I saw protests every other week when I lived in Kent during the Bush years and this was more or less the same thing. Abstract slogans directed against big abstract entities, acoustic guitars, bongos, signs, people just kind of hanging around, people that I know but not really well. Slogans about coming together and changing things and people cheering and instead of feeling thrilled about the possibility of a better world, I realize once again that I just can't believe in it, much in the way I'm sure that my friends are bemused by my embrace of so-called "organized religion."
Having been immersed in reading history among other things recently, I really don't feel like anyone has solutions. Every revolution begins idealistically with flowers and hugs and celebrations, but there are the inevitable power struggles that follow, the old guard and structures of corruption find ways to assimilate within a new framework, and things get ugly and violent because ultimately the same structures that cause suffering will continue to exist.
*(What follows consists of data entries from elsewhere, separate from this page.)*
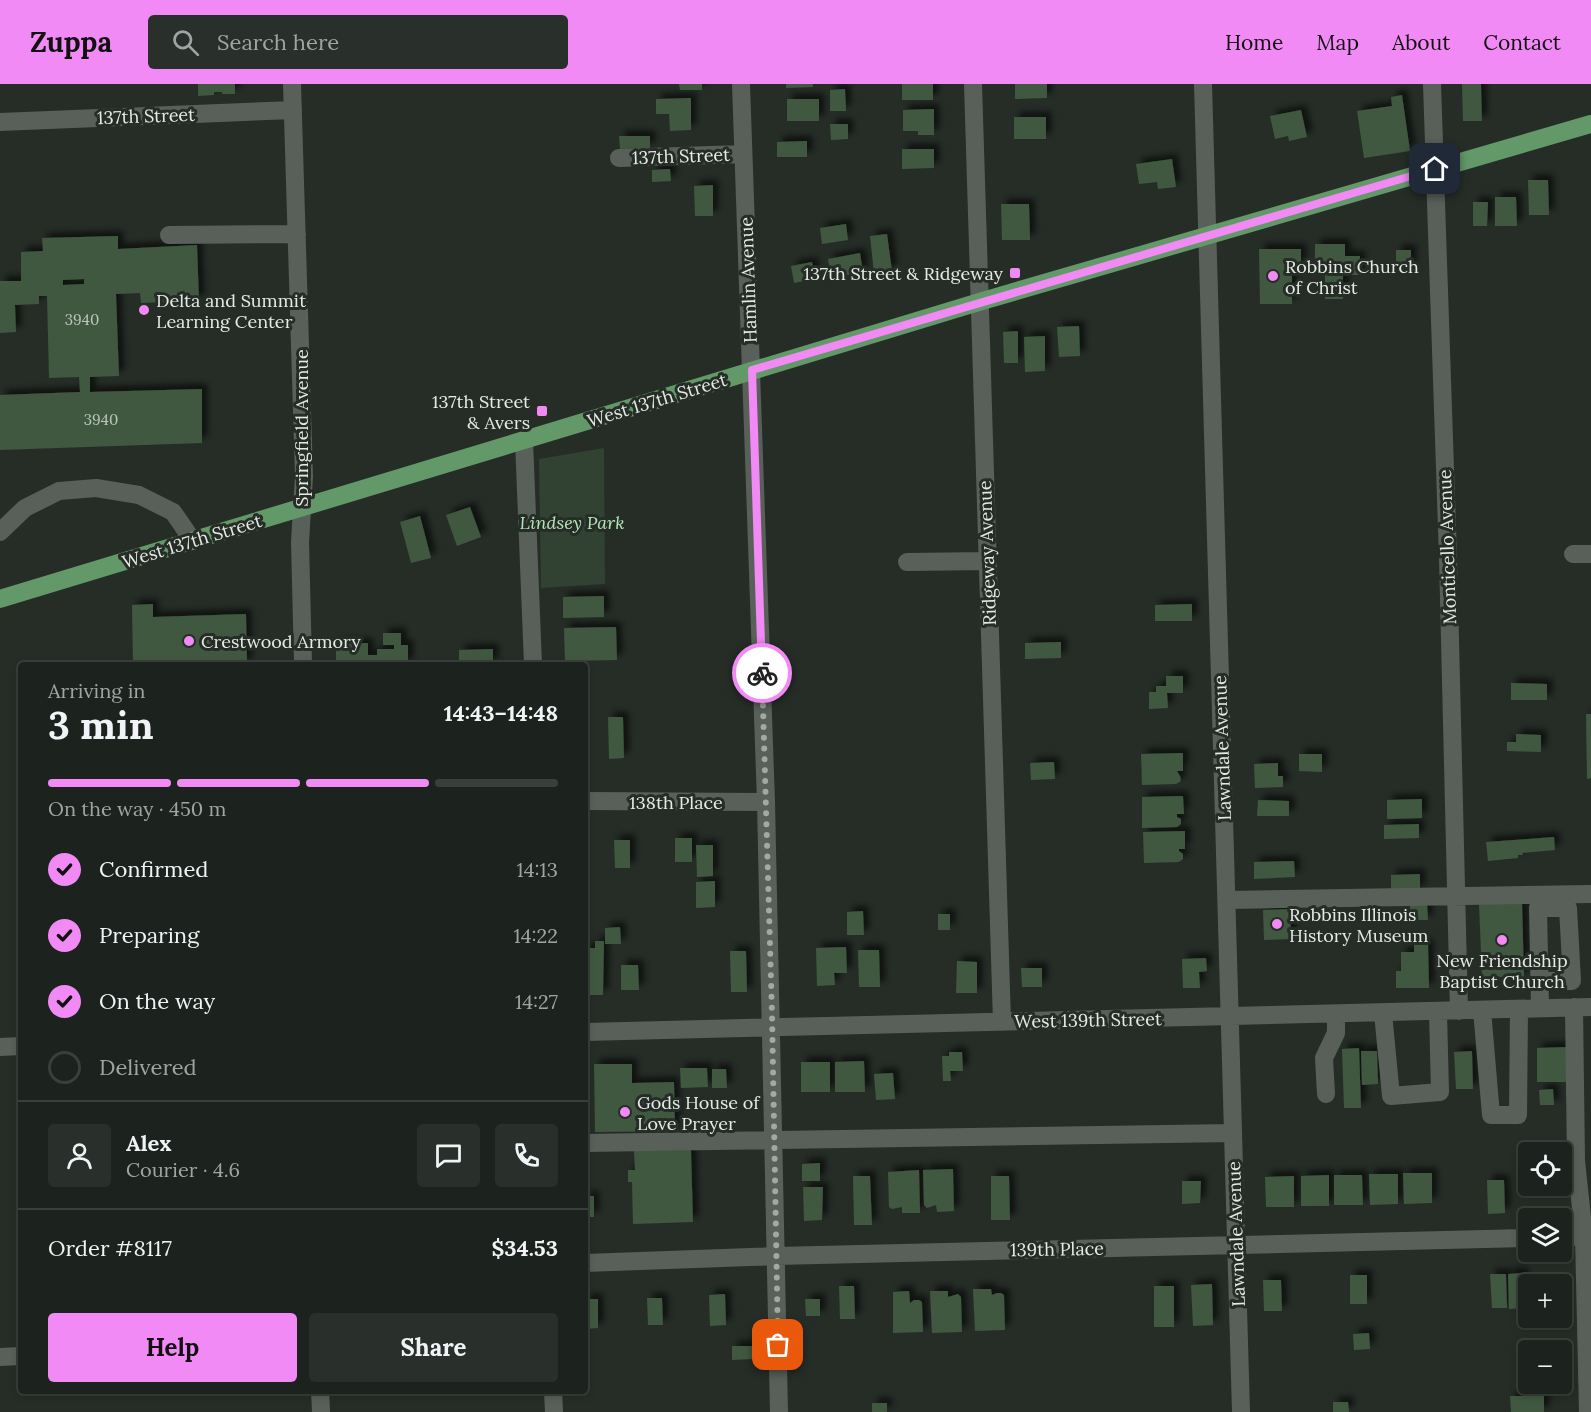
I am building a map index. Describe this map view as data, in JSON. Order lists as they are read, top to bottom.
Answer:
{
  "streets": {
    "main road": ["West 137th Street"],
    "street": [
      "137th Street",
      "Hamlin Avenue",
      "Springfield Avenue",
      "Monticello Avenue",
      "Ridgeway Avenue",
      "Lawndale Avenue",
      "138th Place",
      "West 139th Street",
      "139th Place"
    ]
  },
  "crossings": [
    ["137th Street", "Hamlin Avenue"],
    ["137th Street", "Springfield Avenue"],
    ["Hamlin Avenue", "West 137th Street"],
    ["Hamlin Avenue", "138th Place"],
    ["Hamlin Avenue", "West 139th Street"],
    ["Hamlin Avenue", "139th Place"],
    ["West 137th Street", "Springfield Avenue"],
    ["West 137th Street", "Monticello Avenue"],
    ["West 137th Street", "Ridgeway Avenue"],
    ["West 137th Street", "Lawndale Avenue"],
    ["Monticello Avenue", "West 139th Street"],
    ["Ridgeway Avenue", "West 139th Street"],
    ["Lawndale Avenue", "West 139th Street"],
    ["Lawndale Avenue", "139th Place"]
  ],
  "parks": ["Lindsey Park"],
  "places": {
    "transit": ["137th Street & Ridgeway", "137th Street & Avers"],
    "other": [
      "Robbins Church of Christ",
      "Delta and Summit Learning Center",
      "Crestwood Armory",
      "Robbins Illinois History Museum",
      "New Friendship Baptist Church",
      "Gods House of Love Prayer"
    ]
  },
  "house_numbers": ["3940", "3940"],
  "page": {
    "header": "Zuppa",
    "search": "Search here",
    "nav": [
      "Home",
      "Map",
      "About",
      "Contact"
    ],
    "heading": ["3 min", "Arriving in", "14:43–14:48"],
    "panel": [
      "Alex",
      "Courier · 4.6",
      "Order #8117",
      "$34.53"
    ],
    "bar": "On the way · 450 m",
    "list": [
      ["Confirmed", "14:13"],
      ["Preparing", "14:22"],
      ["On the way", "14:27"],
      "Delivered"
    ],
    "map_buttons": ["+", "−"],
    "buttons": ["Help", "Share"]
  }
}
We say we won't get fooled again, but meet the new boss same as the old boss.
I feel old too, and I feel like I look like an undercover cop or something because I'm in my work clothes and so is Randal, even if we're not corporatistas. I wonder if I'm defanged because of my working-stiff-ness but I was just as cynical about this stuff as an equally naive college kid even then, before I really had to deal with unions and overlords and feel like a pawn in the class wars of the boomers.
It's hard for me to take people with an anticapitalist/anticorporate stance seriously when they're texting on their iPhones made with metals from war-torn countries by a big corporation and posting updates to Facebook. Adbusters had some degree of subcultural cool when I was 16 before I realized that they're just marketing a whole other meaningless brand, not to mention that they make their non-brand shoes in China too. I don't want Kalle Lasn running my country any more than I want Barack Obama or Random Republican or whoever. There's a lust for power and control over minds I see there that I find disturbing as well, the kind of thing that draws in disaffected youth and makes them feel enlightened and part of something.
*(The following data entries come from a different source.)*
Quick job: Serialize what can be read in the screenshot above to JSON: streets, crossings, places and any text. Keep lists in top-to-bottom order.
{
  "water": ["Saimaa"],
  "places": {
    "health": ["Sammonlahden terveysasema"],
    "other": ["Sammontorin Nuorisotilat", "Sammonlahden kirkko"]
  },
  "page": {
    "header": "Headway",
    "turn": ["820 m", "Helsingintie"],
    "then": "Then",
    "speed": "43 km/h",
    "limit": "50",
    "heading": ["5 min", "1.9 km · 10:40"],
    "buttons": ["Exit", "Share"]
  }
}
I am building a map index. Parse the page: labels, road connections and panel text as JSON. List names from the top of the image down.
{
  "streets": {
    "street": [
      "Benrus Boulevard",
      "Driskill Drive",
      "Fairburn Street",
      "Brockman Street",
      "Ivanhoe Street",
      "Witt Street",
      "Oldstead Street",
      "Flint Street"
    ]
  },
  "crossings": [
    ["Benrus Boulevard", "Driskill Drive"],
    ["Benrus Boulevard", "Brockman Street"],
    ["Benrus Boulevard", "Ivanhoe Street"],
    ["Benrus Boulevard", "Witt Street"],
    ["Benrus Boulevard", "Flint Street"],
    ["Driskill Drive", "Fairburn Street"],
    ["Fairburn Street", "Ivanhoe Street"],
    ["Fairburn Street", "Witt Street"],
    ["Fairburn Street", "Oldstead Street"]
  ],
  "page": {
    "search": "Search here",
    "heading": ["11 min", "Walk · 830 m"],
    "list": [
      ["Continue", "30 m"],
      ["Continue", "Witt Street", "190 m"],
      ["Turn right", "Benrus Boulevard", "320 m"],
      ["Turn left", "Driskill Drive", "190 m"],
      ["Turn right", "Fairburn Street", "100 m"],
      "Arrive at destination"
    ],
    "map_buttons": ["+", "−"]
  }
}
Last time I checked, the drug war was still going on, a whole lot of countries are getting predator droned and we're still in Afghanistan and shady CIA business is still going on. But money talks and those without the scratch are ultimately voiceless until the lives of those in power are threatened. I fear the angry mob just as much as the powers that be. People who think too much are screwed either way.
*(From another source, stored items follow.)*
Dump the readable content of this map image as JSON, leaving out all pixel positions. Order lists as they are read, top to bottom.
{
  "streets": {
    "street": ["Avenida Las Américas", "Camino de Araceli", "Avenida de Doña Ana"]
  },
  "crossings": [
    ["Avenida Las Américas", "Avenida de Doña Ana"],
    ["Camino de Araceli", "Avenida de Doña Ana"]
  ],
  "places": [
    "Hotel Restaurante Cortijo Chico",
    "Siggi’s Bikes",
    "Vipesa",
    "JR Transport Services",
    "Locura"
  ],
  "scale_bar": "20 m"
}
And I'm looking at the Key Tower, at the Cleveland School District Headquarters, the Municipal Courthouse to the north, and thinking about how if we were really going to raise hell about something, it shouldn't be this abstract raging against the corporate machine, but against the bureaucracy and the unofficial power structure that have screwed over this city with blatant chutzpah for the last forty years. Start local and work your way out. There's plenty of bad to go around in this city within the party machine alone.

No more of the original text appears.